Note that this method is only relevant when this estimator is used as a sub-estimator within a meta-estimator and metadata routing is enabled with enable_metadata_routing=True (see sklearn.set_config()). Please check the User Guide on how the routing mechanism works.

The options for each parameter are:

  • True: metadata is requested, and passed to score if provided. The request is ignored if metadata is not provided.

  • False: metadata is not requested and the meta-estimator will not pass it to score.

  • None: metadata is not requested, and the meta-estimator will raise an error if the user provides it.

  • str: metadata should be passed to the meta-estimator with this given alias instead of the original name.

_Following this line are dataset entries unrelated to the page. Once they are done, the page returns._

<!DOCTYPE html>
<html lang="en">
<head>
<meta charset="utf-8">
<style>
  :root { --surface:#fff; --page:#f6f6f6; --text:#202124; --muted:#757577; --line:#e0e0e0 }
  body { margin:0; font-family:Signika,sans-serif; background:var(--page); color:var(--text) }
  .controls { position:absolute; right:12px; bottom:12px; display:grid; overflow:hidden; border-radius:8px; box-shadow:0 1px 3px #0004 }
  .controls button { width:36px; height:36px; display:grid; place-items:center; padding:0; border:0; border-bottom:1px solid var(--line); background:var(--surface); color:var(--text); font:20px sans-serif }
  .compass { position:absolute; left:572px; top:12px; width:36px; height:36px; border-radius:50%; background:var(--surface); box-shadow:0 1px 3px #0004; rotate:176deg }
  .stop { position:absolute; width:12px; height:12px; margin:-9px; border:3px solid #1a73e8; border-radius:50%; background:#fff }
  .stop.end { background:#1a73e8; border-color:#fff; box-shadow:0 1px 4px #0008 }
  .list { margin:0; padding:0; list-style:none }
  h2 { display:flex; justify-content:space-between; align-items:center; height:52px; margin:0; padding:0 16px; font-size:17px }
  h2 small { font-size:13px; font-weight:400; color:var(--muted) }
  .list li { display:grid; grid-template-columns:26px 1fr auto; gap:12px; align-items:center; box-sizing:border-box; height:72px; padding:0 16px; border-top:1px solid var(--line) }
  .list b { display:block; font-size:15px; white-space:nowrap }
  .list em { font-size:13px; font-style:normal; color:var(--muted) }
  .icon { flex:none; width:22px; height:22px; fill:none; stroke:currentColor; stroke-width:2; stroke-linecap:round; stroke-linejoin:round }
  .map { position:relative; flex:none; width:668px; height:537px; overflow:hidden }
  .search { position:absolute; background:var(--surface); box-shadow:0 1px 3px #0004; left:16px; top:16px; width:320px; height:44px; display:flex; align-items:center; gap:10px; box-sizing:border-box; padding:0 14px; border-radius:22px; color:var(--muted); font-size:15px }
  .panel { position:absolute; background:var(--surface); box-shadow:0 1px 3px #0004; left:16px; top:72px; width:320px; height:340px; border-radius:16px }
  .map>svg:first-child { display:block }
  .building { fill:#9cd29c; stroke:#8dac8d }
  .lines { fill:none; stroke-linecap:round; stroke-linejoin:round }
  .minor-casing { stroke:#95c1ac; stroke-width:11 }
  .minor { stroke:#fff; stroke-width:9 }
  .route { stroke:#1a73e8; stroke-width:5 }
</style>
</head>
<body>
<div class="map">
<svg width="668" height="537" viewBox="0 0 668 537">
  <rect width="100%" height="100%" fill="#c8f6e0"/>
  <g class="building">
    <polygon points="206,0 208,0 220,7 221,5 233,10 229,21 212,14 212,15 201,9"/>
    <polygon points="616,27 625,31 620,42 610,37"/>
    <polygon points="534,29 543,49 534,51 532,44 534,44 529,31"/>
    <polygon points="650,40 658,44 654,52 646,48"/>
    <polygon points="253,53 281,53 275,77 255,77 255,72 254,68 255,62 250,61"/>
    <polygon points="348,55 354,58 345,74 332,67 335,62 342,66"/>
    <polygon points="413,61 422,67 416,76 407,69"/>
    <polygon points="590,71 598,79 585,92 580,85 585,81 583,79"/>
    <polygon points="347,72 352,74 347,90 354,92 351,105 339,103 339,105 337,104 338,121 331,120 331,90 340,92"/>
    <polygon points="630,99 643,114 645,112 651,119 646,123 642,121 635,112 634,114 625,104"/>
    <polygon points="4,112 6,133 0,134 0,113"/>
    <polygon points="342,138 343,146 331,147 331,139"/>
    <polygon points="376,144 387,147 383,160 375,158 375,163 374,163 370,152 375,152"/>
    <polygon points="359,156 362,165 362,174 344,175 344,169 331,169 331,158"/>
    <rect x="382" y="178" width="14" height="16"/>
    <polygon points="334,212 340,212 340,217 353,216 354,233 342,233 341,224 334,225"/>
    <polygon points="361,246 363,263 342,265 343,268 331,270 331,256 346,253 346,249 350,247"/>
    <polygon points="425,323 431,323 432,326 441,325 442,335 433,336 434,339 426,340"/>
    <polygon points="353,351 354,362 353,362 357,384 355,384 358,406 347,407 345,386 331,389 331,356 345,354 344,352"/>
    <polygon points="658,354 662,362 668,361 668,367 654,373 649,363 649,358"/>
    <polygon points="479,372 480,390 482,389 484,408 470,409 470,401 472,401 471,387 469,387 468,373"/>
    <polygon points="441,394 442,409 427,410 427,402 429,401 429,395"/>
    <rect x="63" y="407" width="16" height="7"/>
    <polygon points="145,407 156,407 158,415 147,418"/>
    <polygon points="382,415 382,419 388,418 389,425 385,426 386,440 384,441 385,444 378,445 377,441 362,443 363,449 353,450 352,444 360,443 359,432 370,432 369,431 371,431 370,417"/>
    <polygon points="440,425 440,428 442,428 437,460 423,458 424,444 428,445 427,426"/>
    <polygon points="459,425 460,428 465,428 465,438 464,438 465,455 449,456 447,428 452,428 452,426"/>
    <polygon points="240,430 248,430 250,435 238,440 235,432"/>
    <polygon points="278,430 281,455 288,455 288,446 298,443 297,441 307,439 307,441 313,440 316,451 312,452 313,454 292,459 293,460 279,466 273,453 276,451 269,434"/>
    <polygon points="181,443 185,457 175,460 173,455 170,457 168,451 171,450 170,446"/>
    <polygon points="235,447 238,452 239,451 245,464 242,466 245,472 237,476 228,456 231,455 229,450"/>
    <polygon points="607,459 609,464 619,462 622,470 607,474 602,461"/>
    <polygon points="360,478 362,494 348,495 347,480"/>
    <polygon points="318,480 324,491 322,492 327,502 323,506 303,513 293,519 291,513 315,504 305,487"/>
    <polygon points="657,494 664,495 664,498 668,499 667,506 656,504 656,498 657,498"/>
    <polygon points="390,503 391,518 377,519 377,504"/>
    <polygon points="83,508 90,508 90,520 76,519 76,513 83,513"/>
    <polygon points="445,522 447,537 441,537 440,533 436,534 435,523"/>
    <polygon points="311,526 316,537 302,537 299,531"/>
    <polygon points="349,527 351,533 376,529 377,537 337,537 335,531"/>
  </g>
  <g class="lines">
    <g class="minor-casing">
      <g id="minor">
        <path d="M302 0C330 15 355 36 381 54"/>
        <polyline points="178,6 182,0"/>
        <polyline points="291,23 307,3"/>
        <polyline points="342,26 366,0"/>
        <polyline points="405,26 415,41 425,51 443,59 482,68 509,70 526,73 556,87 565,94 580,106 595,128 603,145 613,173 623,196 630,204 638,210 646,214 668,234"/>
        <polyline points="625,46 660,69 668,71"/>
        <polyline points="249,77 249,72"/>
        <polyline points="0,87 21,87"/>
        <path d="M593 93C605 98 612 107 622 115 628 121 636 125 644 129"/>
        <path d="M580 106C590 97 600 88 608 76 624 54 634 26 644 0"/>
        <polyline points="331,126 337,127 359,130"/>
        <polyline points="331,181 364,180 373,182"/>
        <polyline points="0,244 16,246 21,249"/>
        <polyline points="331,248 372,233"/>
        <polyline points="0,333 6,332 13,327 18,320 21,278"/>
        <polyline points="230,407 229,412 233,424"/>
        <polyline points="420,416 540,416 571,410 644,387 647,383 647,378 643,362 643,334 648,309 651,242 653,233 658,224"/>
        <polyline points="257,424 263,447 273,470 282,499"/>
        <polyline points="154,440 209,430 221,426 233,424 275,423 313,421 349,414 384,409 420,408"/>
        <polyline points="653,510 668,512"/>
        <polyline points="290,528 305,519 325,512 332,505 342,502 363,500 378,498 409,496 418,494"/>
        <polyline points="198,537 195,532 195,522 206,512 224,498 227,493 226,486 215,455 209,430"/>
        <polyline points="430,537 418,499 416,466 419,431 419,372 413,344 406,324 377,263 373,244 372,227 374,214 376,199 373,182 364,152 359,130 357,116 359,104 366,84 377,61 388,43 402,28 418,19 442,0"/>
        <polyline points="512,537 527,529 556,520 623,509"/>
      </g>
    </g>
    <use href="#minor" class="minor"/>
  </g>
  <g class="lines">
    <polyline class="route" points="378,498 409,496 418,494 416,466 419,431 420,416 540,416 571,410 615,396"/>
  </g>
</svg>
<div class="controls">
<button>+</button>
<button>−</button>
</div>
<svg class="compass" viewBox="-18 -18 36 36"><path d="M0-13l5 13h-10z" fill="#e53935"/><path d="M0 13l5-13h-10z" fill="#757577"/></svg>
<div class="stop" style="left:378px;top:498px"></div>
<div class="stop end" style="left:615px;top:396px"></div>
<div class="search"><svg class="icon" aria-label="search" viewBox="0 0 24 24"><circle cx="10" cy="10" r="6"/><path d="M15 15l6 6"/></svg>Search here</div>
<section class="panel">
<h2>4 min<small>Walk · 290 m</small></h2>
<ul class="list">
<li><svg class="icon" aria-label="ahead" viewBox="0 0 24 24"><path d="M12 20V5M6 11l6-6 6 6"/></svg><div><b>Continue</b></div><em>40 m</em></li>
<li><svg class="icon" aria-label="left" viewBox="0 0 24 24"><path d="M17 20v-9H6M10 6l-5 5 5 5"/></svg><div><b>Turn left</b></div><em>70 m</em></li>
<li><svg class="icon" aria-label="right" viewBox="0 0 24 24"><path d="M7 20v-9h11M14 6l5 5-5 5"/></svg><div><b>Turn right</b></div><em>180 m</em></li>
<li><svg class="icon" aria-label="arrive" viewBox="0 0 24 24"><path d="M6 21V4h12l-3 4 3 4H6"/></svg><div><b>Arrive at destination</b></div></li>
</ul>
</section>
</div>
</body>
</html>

The default (sklearn.utils.metadata_routing.UNCHANGED) retains the existing request. This allows you to change the request for some parameters and not others.

Added in version 1.3.

Parameters:

sample_weight (str, True, False, or None, default=sklearn.utils.metadata_routing.UNCHANGED) – Metadata routing for sample_weight parameter in score.

Returns:

self – The updated object.

Return type:

object

class corrai.surrogate.StaticScikitModel(scikit_model, target_name=None)[source]

Bases: Model

Wrapper class for static surrogate MultiModelSingleOutput class and scikit-learn regressors within the Corrai framework.

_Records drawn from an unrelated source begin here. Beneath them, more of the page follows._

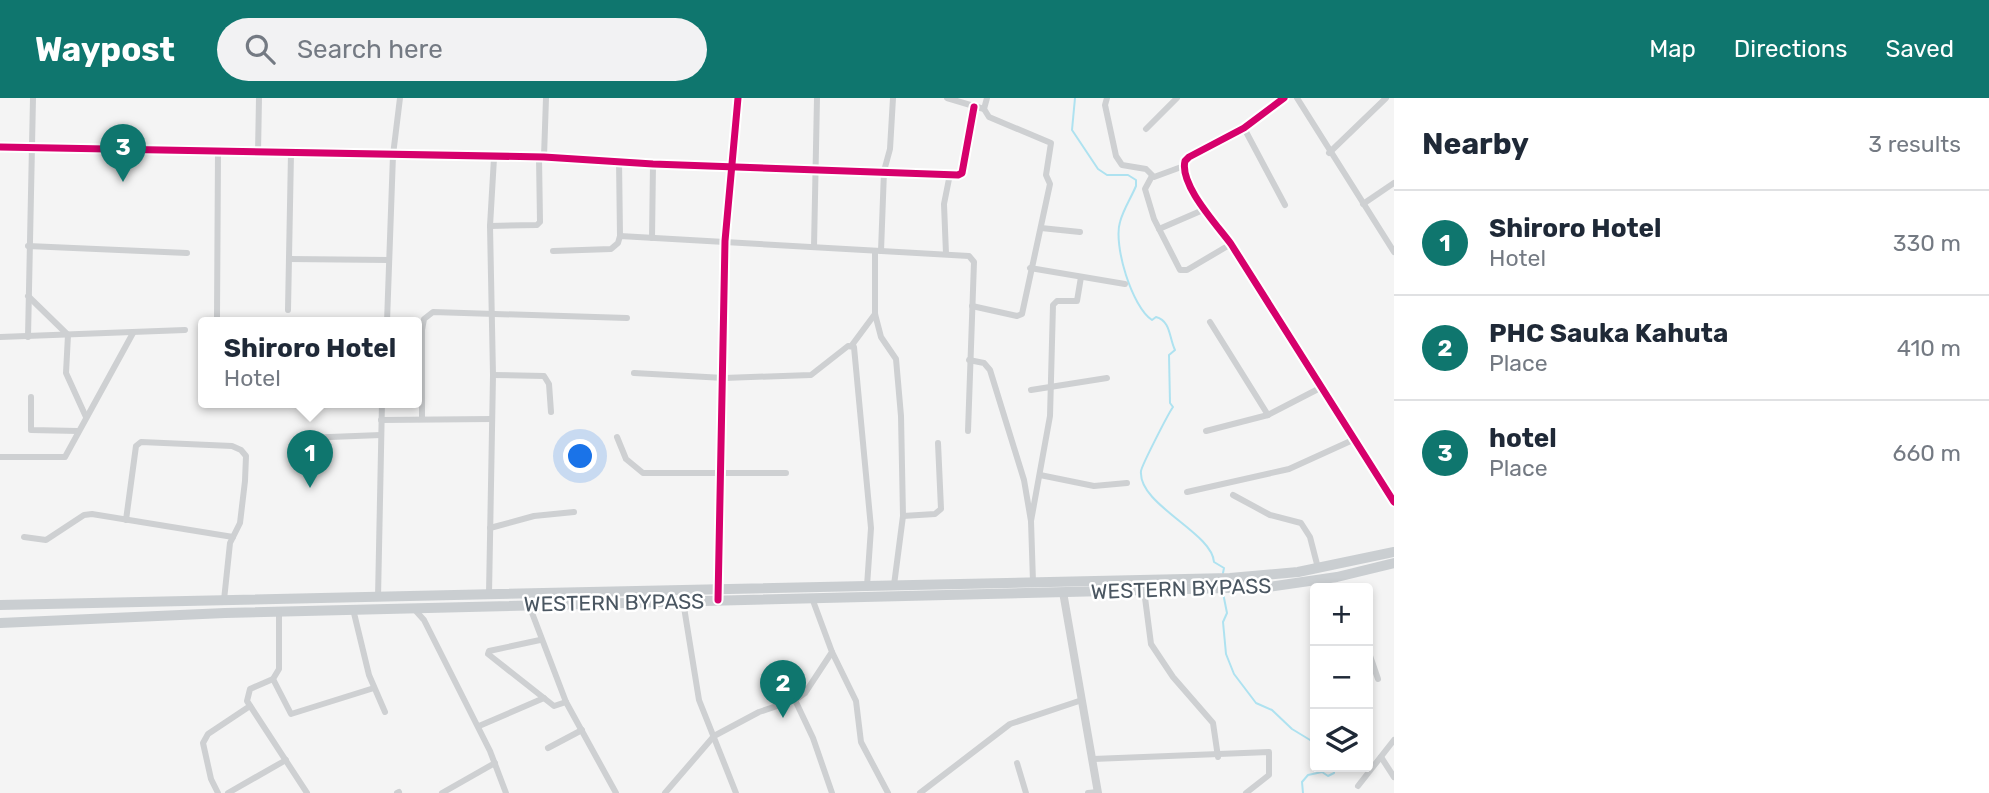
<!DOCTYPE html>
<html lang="en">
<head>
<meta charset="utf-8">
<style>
	body { margin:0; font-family:Rubik,sans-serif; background:#f2f2f3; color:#1f2937 }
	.controls { position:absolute; right:21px; bottom:21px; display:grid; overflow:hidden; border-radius:7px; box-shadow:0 4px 10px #0003 }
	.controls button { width:63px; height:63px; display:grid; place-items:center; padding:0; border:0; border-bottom:2px solid #e0e1e3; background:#fff; color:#1f2937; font:35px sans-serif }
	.you { position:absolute; left:581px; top:359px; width:24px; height:24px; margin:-18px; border:5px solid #fff; border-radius:50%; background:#1a73e8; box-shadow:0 0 0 10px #1a73e833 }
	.badge { display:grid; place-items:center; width:46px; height:46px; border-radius:50%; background:#0f766e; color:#fff; font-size:23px; font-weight:700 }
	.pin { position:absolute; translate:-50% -58px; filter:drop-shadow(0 2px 4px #0008) }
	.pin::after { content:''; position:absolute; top:37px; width:24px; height:21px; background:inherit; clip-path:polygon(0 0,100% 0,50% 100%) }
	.popup { position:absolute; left:198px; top:219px; width:224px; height:91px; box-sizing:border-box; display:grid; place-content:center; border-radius:7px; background:#fff; filter:drop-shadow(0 2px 5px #0005); font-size:23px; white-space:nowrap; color:#747a83 }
	.popup b { font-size:26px; color:#1f2937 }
	.popup::after { content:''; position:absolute; left:50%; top:100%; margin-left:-14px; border:14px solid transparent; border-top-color:#fff }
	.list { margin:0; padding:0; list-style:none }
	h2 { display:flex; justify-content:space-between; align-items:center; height:91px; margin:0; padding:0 28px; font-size:30px }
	h2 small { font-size:23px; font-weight:400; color:#747a83 }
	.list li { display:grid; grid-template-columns:46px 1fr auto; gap:21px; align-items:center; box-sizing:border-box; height:105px; padding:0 28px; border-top:2px solid #e0e1e3 }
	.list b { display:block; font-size:26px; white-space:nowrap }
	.list p { margin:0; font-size:23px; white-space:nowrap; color:#747a83 }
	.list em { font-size:23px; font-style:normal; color:#747a83 }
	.icon { flex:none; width:38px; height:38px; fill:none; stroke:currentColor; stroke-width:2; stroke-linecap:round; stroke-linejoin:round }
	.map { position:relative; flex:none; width:1394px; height:695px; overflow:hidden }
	header { display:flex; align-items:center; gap:42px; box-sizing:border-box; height:98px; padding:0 35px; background:#0f766e; color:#fff }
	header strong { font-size:33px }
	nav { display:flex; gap:38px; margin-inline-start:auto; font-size:24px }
	.search { width:490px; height:63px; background:#f2f2f3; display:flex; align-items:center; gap:18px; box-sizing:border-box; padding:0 24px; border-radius:38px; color:#747a83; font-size:26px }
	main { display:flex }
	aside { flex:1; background:#fff }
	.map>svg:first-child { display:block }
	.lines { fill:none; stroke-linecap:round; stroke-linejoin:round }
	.stream { stroke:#aee2f0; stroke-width:2 }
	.minor { stroke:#ced0d2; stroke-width:6 }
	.tertiary { stroke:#ced0d2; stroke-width:8 }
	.primary { stroke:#caced1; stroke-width:10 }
	.cycleway-casing { stroke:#fff; stroke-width:11 }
	.cycleway { stroke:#d6006c; stroke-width:7 }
	.labels { text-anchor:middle; stroke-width:5; stroke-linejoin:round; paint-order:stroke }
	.street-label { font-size:21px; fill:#4a5661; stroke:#fff }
</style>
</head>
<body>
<header>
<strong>Waypost</strong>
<div class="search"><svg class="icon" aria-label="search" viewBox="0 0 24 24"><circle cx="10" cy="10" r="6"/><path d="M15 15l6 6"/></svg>Search here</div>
<nav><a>Map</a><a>Directions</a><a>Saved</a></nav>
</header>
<main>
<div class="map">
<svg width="1394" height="695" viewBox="0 0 1394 695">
	<rect width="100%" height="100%" fill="#f4f4f4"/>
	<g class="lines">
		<g class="stream">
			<path d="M1075 0 1072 32 1098 71 1107 77H1128L1136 82V88C1131 100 1123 112 1120 124 1113 147 1132 209 1152 222L1156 219C1171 223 1169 240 1175 252L1169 257 1170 305 1173 309C1168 316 1142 367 1141 373 1138 407 1212 434 1214 464L1224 470 1223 475"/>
			<path d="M1223 495 1227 515 1223 524 1226 556 1234 576 1256 605 1272 612 1292 631 1315 645"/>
			<path d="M1303 695 1302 684 1308 677 1322 674 1328 678 1334 675V669"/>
		</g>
		<g class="minor">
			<path d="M947 0 984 11 989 19 1051 45 1046 77 1050 86 1022 216 1017 218 972 208"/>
			<path d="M1107 0 1105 7 1116 58 1122 67 1146 71 1154 79 1184 68"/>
			<path d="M1284 0 1244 30 1189 59 1185 63C1179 87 1218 128 1231 146L1394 404"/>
			<path d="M1297 0 1394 154"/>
			<path d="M984 11 987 0"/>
			<path d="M1244 30 1285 107"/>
			<path d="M1146 31 1177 0"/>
			<path d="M0 49 544 59 653 66 958 77 962 75 974 9"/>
			<path d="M258 55 259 0"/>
			<path d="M1329 55 1386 0"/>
			<path d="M544 59 546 0"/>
			<path d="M619 62 620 138"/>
			<path d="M1152 78 1145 91 1154 121 1180 172H1187L1231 146"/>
			<path d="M1363 106 1394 85"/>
			<path d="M490 128 537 127 540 124 539 59"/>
			<path d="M1041 130 1080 134"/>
			<path d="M1159 131 1203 112"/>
			<path d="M652 140 653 66"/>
			<path d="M28 148 187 155"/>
			<path d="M814 149 817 0"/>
			<path d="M553 153 611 151 618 145 620 138 969 158 974 164 968 333"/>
			<path d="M875 153V216L881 239 896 261 901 318 903 418 894 487"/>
			<path d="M881 153 884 73 890 51 893 0"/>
			<path d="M946 156 944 106 950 76"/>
			<path d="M289 161 389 162"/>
			<path d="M1030 170 1125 186"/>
			<path d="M28 198 68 237 66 275 86 319"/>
			<path d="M288 212 291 55"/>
			<path d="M217 219 218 55"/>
			<path d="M387 224 393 57 400 0"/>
			<path d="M1210 224 1268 317"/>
			<path d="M0 239 185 232"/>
			<path d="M28 239 33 0"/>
			<path d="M852 247 875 216"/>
			<path d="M969 262 984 265 990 272 1024 382 1031 423 1050 318 1053 207 1057 203H1077L1081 179"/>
			<path d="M634 275 724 280 811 277 848 248 854 249 871 430 867 488"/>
			<path d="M493 277 544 278 549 286 551 314"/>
			<path d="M1031 292 1107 280"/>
			<path d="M31 299V332L78 333"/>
			<path d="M422 321V232L424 221 433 214 627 220"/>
			<path d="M381 322 492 321"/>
			<path d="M1206 333 1268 317 1322 289"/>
			<path d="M617 339 626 361 643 375H786"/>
			<path d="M304 340 381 337"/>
			<path d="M0 359H65L133 235"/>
			<path d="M1040 377 1094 388 1127 385"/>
			<path d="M1187 394 1289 371 1355 341"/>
			<path d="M1233 397 1270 417 1301 425 1310 439 1318 470"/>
			<path d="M903 418 935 416 941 411 938 345"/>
			<path d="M126 422 136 348 141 344 232 348 241 352 246 358 245 383 240 425 230 445 224 502"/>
			<path d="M1031 423 1033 484"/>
			<path d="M490 430 534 418 574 414"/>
			<path d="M24 439 46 442 84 417 92 416 233 439"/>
			<path d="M1144 492 1151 546 1173 579 1213 625 1218 659"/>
			<path d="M718 494 725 143 738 0"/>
			<path d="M489 496 493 277 490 128 494 60"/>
			<path d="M378 500 382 304"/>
			<path d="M683 503 699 602 736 695"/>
			<path d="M529 507 566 604 616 695"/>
			<path d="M353 511 369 577 385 614"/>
			<path d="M415 512 424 522 490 653 506 695"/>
			<path d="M279 513V571L273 581 250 591 247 603 307 695"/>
			<path d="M540 542 489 553 488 556 554 608 566 604"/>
			<path d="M1368 552 1378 581"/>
			<path d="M832 554 856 603 861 644 888 695"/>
			<path d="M273 581 291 616 374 590"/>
			<path d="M795 602 813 640 832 695"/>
			<path d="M479 628 544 600"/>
			<path d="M548 650 582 632"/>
			<path d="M1381 659 1394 679"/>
			<path d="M1093 661 1269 654V677L1246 695"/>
			<path d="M1017 665 1026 695"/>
			<path d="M1358 688 1394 642"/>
			<path d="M218 695 211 681 203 645 208 636 250 608"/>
			<path d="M228 695 286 662"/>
			<path d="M397 695 399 694"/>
			<path d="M442 695 495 665"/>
			<path d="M665 695 714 638 759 614 795 602 805 595 832 554 812 500"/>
			<path d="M920 695 1010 626 1082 602"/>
			<path d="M1088 695 1098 694"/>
		</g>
		<path class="tertiary" d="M1063 494 1098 695"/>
		<g class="primary">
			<path d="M0 507 1230 480 1298 474 1394 454"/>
			<path d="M0 525 225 515 1268 489 1337 479 1394 465"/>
		</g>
		<g class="cycleway-casing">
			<g id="cycleway">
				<path d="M1284 0 1244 30 1189 59 1185 63C1179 87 1218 128 1231 146L1394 404"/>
				<path d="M0 49 544 59 653 66 958 77 962 75 974 9"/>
				<path d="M718 502 725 143 738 0"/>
			</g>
		</g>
		<use href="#cycleway" class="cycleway"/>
	</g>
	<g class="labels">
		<g class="street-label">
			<text transform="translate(1181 491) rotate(-2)" y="7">WESTERN BYPASS</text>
			<text transform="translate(614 505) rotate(-1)" y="7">WESTERN BYPASS</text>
		</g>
	</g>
</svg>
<div class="controls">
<button>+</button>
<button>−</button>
<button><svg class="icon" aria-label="layers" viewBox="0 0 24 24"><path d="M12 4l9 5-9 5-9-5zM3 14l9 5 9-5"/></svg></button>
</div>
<div class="you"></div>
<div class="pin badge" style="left:310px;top:390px">1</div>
<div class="popup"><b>Shiroro Hotel</b>Hotel</div>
<div class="pin badge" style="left:783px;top:620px">2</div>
<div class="pin badge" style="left:123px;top:84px">3</div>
</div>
<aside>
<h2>Nearby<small>3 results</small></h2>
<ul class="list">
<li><span class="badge">1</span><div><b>Shiroro Hotel</b><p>Hotel</p></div><em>330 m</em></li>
<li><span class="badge">2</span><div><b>PHC Sauka Kahuta</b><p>Place</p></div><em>410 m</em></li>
<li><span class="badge">3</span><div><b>hotel</b><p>Place</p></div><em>660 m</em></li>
</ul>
</aside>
</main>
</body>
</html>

This class adapts corrai’s MultiModelSO and scikit-learn models to the Model interface, enabling parameter-to-property mapping and simulation execution. It is intended for non-dynamic (static) models where outputs are single values or vectors rather than time-dependent series.

Parameters:
  • scikit_model (MultiModelSO or RegressorMixin) – The underlying scikit-learn model or a Corrai MultiModelSO meta-estimator.

  • target_name (str, optional) – Name of the output variable. Required when scikit_model is not an instance of MultiModelSO.

Variables:
  • is_dynamic (bool) – Always False for this wrapper, since it represents static models.

  • scikit_model (MultiModelSO or RegressorMixin) – The wrapped scikit-learn model used for predictions.

  • target_name (str) – Output variable name.

Raises:

ValueError – If target_name cannot be inferred and is not provided.

__init__(scikit_model, target_name=None)[source]
simulate(property_dict=None, simulation_options=None, **simulation_kwargs)[source]

Run the scikit-learn model prediction.

Combines provided parameter values and simulation options into a feature vector, validates compatibility with the underlying model, and returns predictions as a pandas Series.

Parameters:
  • property_dict (dict of {str: int, float, or str}, optional) – Mapping from feature names to values to use for prediction.

  • simulation_options (dict, optional) – Additional feature overrides or configuration parameters to include in the feature vector. These values override those in property_dict if keys overlap.

  • **simulation_kwargs – Extra keyword arguments for future extensions (currently unused).

Returns:

Prediction results with index [self.target_name].

Return type:

pd.Series

Raises:

ValueError – If unknown feature names are provided.